But this song has taken me to a point of tears.  Big ones streaming down my face.

This song reminds me of fear.  Yes, fear.  That very deep doubt that permeates every single thing in our lives, causing infinite doubt that we'll never be enough, that we're not right, that we're guilty, that we can't rise above or even stand tall enough to see through the window.

I have lived with that fear for the sum total of my life.  Abandonment and endless critique bestowed upon me this nearly insurmountable gift.  Death, tragedy, and sadness have released me from it.

There are places we come to in life that literally force us to stop and evaluate, regardless of how much we'd love to avoid it, or deny, deny, deny that there's a problem.  The other thing about that soul eating fear is that the very essence of it says we cannot stop to question ourselves or our actions because that makes us even more vulnerable - our bellies are already too soft to even allow a hand on them to soothe us.  The sudden pierce of realization that even though we've tried so hard, have given our every effort to be simply the best, perfect at all and everything, that by god yes we are human and we have screwed up massive amounts of tiny moments in our lives.  That we've made bad decisions.  That we've cheated and lied and hurt others by our own actions, no matter how deeply we regret those things now.
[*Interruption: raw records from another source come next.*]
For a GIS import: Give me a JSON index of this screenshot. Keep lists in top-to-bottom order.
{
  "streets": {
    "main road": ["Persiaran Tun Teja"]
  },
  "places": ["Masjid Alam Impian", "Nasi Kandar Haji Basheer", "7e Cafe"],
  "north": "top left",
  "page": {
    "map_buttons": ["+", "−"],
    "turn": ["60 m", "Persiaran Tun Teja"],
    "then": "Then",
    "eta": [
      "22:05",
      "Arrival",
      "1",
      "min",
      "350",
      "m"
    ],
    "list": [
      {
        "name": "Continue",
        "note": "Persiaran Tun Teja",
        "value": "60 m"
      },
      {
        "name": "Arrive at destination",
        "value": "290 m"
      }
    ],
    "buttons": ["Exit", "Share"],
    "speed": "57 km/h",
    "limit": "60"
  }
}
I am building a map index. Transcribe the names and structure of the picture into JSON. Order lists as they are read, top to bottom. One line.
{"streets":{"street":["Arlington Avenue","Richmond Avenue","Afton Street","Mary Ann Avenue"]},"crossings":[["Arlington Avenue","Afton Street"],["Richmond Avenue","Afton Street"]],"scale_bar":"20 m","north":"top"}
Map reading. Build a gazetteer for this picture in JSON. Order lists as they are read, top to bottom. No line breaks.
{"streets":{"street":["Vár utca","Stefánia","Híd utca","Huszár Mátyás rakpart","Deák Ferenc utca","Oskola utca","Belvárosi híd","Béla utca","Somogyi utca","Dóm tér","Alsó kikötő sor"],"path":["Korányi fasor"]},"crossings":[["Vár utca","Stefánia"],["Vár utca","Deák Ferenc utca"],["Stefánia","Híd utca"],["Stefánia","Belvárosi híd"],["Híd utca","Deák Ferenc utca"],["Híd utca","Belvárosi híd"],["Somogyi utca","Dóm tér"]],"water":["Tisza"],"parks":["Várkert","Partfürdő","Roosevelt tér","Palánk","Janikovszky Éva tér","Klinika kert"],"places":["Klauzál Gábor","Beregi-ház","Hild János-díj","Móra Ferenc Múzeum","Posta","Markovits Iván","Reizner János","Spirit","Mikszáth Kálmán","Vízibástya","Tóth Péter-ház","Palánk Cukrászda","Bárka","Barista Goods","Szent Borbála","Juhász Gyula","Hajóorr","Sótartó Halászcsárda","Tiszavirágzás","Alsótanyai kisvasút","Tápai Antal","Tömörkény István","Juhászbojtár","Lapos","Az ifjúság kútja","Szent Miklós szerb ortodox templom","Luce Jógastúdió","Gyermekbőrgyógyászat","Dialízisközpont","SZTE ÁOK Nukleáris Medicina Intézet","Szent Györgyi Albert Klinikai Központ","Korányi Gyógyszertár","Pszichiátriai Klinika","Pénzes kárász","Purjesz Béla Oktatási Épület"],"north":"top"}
The healing comes when you drag yourself up far enough to feel the sunlight on your face.  That sun and it's warmth tells you that you're still here on Earth.  That you're human and very, very imperfect, and that any other human who ever expected you to be perfect was imperfect as well.  If anyone made you feel that way, then there's a moment they screwed up too.  And hurt you in the process.

But look at you.  Look at me.  You survived and so did I.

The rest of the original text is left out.